"Black Lives Matter" - so die Botschaft

© APA - Austria Presse Agentur

Chronik Welt
07/04/2020

US-Polizisten wegen Selfie mit nachgestelltem Würgegriff gefeuert

Das Foto wurde am Ort der Festnahme des Schwarzen Elijah McClain aufgenommen.

Wegen eines Selfies mit einem nachgestellten Würgegriff sind mehrere weiße Polizisten im US-Staat Colorado gefeuert worden.
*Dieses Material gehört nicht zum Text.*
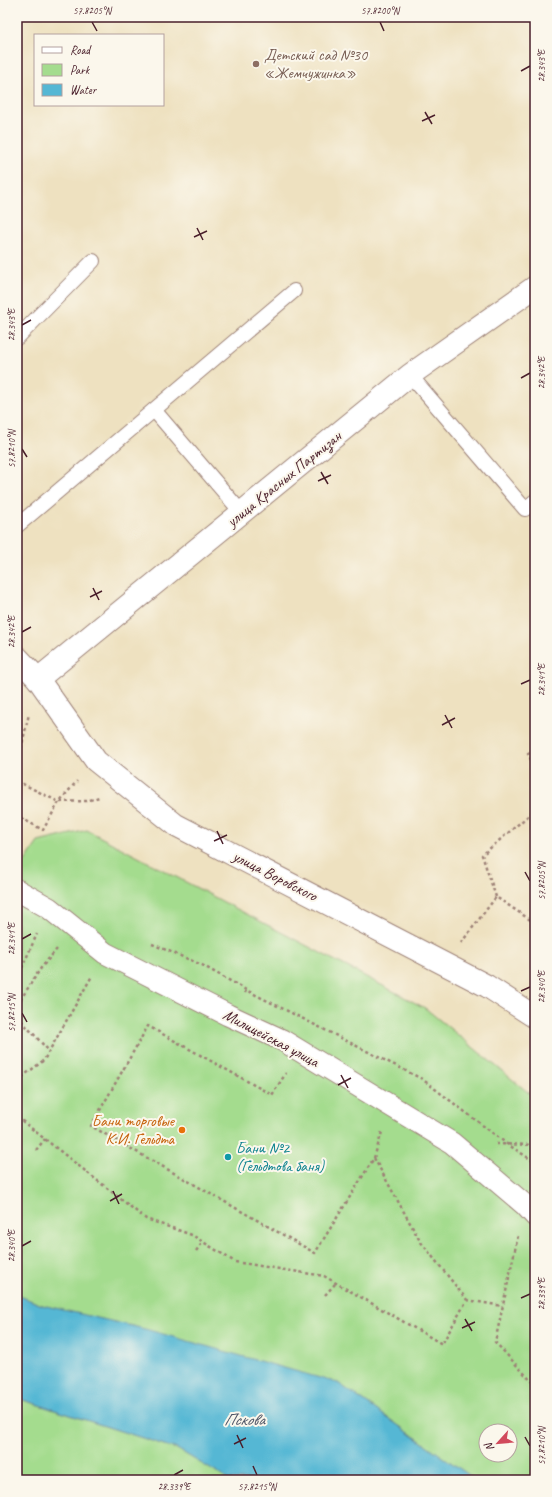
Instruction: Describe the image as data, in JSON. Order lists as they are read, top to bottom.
{
  "streets": {
    "street": ["улица Красных Партизан", "улица Воровского", "Милицейская улица"]
  },
  "crossings": [
    ["улица Красных Партизан", "улица Воровского"]
  ],
  "water": ["Пскова"],
  "places": ["Детский сад №30 «Жемчужинка»", "Бани торговые К.И. Гельдта", "Бани №2 (Гельдтова баня)"],
  "legend": ["Road", "Park", "Water"],
  "north": "bottom left",
  "coordinates": [
    "57.8205°N",
    "57.8200°N",
    "28.343°E",
    "28.342°E",
    "57.8210°N",
    "28.341°E",
    "28.340°E",
    "57.8215°N",
    "28.339°E"
  ]
}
Drei Beamte hatten nach Angaben der Polizei in der Stadt Aurora ein Foto am Ort der Festnahme des Schwarzen Elijah McClain aufgenommen, der infolge des Polizeieinsatzes im vergangenen Jahr starb.

Auf dem Bild hat einer der Beamten seinem Kollegen den Arm um den Hals gelegt, wie um ihn zu würgen. Eine Polizistin steht neben den beiden Männern und lacht in die Kamera.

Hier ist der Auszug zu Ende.